Activity =
In the records, find every line with the word "rule" and copy it out.

Top of Material provided

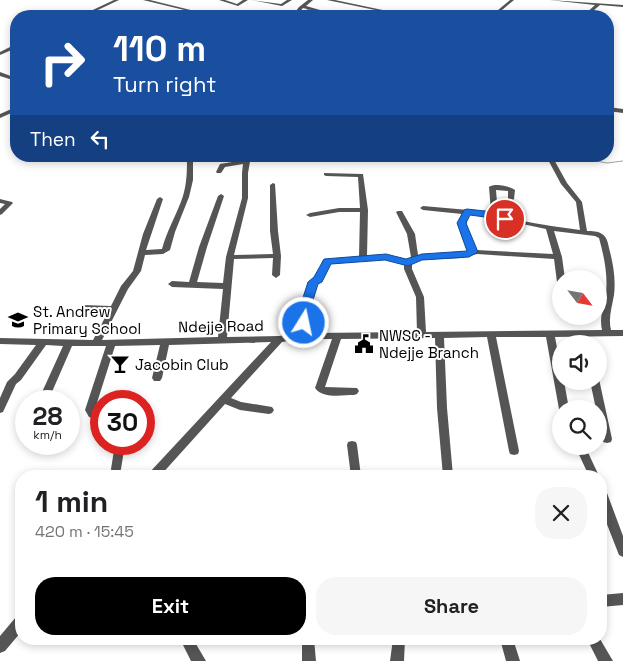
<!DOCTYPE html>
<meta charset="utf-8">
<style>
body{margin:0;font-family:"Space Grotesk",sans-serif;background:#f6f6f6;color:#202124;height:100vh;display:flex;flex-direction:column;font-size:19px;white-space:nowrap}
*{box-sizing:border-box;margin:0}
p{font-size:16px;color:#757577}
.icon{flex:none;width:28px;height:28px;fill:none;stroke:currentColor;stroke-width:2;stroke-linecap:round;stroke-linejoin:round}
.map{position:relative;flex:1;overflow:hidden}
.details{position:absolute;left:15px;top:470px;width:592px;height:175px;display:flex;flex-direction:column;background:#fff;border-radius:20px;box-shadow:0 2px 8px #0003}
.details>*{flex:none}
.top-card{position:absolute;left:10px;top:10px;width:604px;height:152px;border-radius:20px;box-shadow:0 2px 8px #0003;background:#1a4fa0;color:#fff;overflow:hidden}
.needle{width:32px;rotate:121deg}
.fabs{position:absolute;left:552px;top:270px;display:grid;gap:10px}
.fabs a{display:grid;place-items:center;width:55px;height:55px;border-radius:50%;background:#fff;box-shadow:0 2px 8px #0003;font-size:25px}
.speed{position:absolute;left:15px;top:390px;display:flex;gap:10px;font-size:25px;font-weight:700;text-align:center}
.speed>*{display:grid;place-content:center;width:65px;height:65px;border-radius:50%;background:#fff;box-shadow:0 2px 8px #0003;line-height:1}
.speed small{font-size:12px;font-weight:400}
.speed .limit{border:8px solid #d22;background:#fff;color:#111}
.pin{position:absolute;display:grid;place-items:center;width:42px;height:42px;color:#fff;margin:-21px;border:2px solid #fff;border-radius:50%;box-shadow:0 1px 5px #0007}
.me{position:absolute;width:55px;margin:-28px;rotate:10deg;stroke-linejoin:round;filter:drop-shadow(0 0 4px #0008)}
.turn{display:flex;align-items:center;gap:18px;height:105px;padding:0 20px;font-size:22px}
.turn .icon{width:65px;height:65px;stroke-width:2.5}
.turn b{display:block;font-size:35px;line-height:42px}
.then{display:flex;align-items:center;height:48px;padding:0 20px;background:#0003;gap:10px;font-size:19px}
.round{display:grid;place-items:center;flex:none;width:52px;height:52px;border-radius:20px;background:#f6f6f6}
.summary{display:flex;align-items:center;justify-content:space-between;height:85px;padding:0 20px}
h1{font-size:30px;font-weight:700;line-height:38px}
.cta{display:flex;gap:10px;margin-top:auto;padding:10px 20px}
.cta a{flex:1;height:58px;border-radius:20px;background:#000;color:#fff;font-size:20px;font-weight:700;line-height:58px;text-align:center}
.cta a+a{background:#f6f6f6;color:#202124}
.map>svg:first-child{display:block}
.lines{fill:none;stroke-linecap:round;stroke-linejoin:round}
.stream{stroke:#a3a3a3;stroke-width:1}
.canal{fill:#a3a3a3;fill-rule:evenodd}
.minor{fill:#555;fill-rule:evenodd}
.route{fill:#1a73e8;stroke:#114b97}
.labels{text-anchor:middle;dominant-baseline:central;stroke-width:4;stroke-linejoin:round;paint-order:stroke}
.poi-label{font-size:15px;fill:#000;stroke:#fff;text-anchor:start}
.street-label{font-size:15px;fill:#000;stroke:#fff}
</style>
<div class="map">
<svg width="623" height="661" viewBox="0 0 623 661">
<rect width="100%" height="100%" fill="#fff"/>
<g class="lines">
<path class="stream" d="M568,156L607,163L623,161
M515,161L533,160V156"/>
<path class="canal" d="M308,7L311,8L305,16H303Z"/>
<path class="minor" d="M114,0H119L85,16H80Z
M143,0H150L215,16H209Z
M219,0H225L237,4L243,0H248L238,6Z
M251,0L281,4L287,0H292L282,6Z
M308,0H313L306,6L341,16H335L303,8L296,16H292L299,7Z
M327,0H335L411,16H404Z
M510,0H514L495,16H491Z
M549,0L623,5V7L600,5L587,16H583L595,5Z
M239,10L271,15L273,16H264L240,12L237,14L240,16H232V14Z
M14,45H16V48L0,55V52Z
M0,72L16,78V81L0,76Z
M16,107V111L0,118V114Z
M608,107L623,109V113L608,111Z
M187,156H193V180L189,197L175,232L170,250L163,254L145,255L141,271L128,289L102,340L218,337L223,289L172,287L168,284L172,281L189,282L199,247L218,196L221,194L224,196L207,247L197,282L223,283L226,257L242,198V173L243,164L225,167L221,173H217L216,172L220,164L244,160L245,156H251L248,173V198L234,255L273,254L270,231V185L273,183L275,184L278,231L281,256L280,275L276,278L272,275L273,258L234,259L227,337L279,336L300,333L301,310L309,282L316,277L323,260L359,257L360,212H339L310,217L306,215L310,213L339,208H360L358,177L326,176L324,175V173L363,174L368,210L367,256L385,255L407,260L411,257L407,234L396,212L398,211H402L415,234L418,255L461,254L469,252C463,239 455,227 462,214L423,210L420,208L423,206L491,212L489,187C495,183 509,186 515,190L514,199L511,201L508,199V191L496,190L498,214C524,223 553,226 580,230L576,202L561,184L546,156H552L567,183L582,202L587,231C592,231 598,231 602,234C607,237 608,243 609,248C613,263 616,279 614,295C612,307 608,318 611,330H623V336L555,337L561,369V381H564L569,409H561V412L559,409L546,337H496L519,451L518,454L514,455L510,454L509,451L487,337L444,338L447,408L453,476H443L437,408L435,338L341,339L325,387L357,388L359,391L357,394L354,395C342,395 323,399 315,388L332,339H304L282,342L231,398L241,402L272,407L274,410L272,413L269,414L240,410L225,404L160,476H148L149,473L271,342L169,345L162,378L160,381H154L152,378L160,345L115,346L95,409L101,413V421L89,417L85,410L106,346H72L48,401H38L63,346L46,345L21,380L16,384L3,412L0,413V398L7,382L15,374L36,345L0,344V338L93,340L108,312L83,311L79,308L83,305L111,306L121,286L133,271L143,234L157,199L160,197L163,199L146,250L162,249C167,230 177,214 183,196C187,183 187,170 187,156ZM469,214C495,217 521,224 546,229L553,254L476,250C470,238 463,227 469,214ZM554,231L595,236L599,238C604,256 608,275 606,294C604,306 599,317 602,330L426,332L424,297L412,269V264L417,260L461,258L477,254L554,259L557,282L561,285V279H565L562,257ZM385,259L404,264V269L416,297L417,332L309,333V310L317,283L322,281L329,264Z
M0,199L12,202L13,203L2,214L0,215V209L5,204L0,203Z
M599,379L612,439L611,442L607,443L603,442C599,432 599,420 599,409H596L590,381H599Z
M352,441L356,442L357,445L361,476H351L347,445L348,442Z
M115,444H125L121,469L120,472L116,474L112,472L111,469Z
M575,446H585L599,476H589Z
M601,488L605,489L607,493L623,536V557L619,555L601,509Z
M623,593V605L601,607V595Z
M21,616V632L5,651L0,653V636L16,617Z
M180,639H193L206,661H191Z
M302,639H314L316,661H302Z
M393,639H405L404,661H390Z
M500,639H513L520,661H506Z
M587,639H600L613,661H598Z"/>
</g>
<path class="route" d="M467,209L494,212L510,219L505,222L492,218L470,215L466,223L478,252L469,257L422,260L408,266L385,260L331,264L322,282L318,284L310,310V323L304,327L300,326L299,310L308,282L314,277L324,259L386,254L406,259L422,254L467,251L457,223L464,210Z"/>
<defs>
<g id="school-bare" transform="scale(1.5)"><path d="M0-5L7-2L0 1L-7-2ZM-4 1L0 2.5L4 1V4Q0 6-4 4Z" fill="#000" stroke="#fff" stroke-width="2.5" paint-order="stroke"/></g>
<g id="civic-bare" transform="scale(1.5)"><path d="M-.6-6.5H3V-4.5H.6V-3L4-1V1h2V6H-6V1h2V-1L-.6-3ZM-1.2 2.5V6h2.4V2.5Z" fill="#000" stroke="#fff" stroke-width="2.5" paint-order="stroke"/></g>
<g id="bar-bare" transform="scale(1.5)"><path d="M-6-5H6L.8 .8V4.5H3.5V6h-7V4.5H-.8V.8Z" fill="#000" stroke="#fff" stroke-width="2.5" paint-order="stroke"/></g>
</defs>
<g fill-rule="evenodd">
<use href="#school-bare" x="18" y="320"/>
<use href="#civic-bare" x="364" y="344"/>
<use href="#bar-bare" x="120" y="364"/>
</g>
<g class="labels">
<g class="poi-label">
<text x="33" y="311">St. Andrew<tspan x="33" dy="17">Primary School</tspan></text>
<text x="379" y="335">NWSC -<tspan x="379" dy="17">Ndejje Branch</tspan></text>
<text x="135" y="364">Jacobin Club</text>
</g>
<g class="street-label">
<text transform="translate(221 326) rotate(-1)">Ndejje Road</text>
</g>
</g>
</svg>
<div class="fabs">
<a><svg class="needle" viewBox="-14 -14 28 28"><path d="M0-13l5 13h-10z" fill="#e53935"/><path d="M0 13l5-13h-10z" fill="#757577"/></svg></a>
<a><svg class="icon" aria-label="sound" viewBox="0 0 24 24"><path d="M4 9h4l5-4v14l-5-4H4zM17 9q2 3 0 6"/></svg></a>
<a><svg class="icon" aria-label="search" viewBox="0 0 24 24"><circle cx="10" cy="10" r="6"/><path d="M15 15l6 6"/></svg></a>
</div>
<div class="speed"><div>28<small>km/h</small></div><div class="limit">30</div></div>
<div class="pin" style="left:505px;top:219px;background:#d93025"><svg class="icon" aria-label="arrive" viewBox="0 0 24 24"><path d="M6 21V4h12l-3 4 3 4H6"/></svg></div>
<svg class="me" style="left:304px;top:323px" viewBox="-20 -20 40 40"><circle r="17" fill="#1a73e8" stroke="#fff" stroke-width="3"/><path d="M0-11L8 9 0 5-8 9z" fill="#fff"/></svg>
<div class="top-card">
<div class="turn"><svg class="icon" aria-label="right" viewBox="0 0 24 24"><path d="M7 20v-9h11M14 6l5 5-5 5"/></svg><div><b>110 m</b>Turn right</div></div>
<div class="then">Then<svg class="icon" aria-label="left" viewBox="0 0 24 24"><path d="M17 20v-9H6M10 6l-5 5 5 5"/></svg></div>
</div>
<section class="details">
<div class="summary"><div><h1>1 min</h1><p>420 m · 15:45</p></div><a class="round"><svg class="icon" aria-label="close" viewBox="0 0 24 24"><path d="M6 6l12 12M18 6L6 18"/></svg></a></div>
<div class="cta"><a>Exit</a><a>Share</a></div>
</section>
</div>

Bottom of Material provided

Response to this task =
.canal{fill:#a3a3a3;fill-rule:evenodd}
.minor{fill:#555;fill-rule:evenodd}
<g fill-rule="evenodd">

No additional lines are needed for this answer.